Музейных подобранных штор,

Минуем Капеллы широкой

Овальный, с афишами двор...

Потом через Невский с разбегу,

Всё прямо, не глядя назад,

Пойдём, заглядевшись на реку

И Строганов яркий фасад,

Пойдём, словно кто-то однажды

Уехал иль вывезен был

И умер от горя и жажды

Без этих колонн и перил...

Мойку в 1919–20 году писала Остроумова-Лебедева: мрачная гравюра с видом на речку у Певческого моста – чёрные подтёки отраженных в воде зданий, обшарпанная стена, слившаяся с обшарпанным небом. Ещё одна мрачная гравюра – Новая Голландия – её страшная, тоже чёрная, арка, похожая на склеп. А за двадцать лет до этого Петербург сиял и на ее картинах, и на знаменитых открытках Добужинсокго, и на акварелях Евгения Лансере и Александра Бенуа.

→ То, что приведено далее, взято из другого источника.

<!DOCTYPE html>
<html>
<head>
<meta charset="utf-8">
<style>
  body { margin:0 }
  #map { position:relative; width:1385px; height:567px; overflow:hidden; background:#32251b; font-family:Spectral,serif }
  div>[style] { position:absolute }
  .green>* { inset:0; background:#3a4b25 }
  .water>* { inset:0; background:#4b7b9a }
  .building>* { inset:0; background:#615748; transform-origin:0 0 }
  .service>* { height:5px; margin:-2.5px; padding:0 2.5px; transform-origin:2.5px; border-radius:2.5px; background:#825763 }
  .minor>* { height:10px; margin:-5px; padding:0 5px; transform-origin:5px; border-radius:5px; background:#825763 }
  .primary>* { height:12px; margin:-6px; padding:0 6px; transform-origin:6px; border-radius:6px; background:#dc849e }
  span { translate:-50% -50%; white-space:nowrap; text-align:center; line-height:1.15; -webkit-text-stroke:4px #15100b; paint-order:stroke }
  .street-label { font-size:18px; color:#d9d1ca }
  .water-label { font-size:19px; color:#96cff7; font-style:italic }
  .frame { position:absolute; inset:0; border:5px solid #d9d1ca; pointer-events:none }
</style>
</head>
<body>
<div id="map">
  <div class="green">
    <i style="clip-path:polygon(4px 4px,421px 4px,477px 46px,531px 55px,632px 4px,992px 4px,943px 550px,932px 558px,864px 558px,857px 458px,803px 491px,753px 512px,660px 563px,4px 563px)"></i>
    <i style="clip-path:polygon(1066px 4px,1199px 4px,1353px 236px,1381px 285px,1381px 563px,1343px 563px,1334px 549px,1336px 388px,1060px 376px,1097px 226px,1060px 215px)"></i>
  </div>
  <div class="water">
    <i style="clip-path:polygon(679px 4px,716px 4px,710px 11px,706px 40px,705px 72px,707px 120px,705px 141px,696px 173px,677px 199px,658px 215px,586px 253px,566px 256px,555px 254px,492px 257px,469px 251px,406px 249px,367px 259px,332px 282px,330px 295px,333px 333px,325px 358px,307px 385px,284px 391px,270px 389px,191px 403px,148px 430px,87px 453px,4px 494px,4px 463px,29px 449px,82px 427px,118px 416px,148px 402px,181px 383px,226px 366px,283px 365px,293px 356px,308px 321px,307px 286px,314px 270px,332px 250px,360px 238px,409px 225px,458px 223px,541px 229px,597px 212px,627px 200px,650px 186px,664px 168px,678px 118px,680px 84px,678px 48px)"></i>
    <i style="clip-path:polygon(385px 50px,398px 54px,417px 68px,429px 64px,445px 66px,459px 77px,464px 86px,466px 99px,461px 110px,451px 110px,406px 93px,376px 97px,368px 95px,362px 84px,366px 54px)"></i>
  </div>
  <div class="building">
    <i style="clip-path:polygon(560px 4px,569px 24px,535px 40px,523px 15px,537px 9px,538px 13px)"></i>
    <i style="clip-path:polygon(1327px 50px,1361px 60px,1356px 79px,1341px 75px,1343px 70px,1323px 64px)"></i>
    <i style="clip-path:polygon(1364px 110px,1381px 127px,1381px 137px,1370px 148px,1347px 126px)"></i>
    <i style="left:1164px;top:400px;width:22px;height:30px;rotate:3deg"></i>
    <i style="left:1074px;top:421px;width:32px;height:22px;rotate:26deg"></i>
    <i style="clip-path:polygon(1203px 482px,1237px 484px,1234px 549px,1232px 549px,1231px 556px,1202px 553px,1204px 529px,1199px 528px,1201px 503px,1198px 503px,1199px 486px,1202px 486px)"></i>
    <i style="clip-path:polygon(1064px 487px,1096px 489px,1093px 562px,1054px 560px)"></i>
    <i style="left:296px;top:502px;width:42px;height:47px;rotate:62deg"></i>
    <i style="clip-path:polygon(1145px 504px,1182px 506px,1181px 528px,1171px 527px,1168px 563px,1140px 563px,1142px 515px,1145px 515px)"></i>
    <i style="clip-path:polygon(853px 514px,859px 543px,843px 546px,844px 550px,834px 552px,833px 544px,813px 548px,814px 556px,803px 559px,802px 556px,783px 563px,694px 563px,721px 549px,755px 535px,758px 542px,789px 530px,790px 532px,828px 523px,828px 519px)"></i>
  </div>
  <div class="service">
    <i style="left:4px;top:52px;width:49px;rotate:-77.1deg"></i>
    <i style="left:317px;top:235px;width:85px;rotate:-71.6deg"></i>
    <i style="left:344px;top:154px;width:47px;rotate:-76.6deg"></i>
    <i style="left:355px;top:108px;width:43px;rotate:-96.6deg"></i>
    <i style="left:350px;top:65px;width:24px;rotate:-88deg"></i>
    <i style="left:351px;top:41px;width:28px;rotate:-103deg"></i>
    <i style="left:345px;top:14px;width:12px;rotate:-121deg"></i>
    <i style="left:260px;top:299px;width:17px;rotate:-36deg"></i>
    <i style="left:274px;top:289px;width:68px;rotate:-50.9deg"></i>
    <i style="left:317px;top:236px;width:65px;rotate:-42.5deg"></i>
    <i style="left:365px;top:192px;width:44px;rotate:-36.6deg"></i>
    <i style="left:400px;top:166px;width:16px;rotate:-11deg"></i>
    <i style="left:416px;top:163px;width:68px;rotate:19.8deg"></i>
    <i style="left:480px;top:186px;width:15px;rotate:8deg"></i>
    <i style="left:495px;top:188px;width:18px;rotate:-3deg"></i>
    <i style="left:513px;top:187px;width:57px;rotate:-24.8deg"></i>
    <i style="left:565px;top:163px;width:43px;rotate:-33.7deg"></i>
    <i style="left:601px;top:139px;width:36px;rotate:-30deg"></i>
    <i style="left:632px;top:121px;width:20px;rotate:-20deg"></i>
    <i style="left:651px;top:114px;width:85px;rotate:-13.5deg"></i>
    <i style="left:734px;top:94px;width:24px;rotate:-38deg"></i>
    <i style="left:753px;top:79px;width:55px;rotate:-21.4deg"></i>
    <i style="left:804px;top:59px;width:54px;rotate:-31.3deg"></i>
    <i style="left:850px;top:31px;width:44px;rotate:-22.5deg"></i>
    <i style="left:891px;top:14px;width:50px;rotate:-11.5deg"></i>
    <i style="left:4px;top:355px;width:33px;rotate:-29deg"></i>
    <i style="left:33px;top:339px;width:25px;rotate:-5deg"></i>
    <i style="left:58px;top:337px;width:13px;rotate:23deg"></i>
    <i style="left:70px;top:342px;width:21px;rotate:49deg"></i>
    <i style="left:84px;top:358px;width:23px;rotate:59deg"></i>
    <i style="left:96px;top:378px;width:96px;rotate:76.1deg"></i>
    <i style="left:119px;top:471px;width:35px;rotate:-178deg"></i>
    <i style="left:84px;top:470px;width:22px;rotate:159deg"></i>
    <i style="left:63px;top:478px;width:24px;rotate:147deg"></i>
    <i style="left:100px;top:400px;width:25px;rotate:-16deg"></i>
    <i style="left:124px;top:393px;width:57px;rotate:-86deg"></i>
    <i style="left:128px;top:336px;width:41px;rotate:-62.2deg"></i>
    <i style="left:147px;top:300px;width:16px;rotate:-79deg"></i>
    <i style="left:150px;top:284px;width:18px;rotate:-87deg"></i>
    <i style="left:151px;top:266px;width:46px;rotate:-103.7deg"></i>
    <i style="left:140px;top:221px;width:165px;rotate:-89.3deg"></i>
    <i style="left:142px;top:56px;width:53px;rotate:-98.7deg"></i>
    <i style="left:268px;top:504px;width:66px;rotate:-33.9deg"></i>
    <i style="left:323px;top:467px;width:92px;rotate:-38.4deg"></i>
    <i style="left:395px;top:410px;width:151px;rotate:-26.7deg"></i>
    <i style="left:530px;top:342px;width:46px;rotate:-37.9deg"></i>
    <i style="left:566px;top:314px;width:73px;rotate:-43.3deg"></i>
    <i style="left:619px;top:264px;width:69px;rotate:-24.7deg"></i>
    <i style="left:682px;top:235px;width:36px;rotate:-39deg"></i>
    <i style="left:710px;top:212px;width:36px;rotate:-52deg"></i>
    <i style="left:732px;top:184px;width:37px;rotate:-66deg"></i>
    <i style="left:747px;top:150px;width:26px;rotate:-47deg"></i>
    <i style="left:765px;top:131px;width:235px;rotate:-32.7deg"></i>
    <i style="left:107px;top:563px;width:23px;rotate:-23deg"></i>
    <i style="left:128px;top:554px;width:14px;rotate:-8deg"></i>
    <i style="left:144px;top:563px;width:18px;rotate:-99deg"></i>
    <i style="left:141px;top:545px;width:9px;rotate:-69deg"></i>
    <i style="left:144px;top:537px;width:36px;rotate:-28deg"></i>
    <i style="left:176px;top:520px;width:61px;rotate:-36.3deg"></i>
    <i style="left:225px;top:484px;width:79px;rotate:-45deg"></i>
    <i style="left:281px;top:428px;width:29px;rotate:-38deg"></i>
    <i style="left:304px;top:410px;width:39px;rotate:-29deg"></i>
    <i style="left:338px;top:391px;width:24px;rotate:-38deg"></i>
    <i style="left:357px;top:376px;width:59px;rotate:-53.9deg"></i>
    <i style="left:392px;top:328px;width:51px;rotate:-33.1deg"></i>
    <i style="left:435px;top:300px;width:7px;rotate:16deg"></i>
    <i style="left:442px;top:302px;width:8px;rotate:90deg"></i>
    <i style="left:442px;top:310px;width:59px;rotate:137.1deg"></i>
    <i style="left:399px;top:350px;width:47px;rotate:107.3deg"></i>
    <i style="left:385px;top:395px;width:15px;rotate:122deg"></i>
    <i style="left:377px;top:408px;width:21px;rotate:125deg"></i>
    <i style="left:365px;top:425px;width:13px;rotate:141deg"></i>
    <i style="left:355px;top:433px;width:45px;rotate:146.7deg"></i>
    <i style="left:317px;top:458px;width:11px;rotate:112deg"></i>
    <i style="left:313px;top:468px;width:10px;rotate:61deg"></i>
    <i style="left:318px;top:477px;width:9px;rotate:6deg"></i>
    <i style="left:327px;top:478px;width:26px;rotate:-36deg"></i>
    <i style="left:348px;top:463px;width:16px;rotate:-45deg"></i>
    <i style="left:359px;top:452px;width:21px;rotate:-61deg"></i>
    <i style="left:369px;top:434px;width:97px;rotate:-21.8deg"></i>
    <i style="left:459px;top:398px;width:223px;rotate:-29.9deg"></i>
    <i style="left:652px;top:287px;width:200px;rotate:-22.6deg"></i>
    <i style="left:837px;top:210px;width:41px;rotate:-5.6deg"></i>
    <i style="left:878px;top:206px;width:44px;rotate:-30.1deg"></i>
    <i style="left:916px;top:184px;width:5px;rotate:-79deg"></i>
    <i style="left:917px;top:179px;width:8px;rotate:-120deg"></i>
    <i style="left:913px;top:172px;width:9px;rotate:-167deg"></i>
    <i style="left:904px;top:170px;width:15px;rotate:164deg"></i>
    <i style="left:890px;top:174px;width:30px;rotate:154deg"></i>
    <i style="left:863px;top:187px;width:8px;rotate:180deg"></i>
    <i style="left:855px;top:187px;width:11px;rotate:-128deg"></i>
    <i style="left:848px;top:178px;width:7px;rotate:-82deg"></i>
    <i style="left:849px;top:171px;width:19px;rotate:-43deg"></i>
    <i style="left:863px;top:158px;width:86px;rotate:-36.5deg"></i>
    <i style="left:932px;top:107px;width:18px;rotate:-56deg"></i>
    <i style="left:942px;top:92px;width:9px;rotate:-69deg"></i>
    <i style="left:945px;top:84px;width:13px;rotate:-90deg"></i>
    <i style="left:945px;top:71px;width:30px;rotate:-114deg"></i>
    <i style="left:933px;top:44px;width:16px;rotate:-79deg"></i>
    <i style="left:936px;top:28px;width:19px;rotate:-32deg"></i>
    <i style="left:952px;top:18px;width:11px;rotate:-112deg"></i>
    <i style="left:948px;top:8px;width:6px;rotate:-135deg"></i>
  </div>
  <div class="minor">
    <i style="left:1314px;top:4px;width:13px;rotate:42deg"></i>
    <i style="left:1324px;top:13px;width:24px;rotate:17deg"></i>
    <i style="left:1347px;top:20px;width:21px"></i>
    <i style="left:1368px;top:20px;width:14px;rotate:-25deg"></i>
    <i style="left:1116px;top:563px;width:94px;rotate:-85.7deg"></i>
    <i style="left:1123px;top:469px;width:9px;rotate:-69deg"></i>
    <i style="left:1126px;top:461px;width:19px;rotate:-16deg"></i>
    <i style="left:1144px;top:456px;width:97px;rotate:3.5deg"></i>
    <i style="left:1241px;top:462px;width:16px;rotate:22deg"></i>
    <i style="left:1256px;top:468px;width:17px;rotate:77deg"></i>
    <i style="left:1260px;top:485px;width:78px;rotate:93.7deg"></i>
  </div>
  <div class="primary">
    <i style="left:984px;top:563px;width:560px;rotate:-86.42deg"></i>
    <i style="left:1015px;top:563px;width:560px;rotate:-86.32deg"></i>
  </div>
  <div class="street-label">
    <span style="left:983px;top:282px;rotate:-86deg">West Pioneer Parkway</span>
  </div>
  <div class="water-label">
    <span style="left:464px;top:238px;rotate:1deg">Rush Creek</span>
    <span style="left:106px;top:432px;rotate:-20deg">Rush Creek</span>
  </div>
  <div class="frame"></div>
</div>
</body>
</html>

Что художники группы "Мир искусства" увидели, что угадали в этом городе?.. Они не прятали его геометричность, но обыгрывали её и расцвечивали, они делали темой своих картин неожиданные детали – кусочек парапета Фонтанки, один пролёт решётки Летнего сада, несколько арок Никольского рынка над каналом, брандмауэры, дровяные склады, баржи на речках, и где-нибудь на заднем плане, словно мельком замеченные, выглядывают из-за красочных лачуг торжественные купола и колонны. Каждый, самый убогий и пустынный уголок города стал на их картинах памятником, стал навечно достопримечательностью. Они создали еще один Петербург – чуть вычурный, театральный Петербург "Мира искусства".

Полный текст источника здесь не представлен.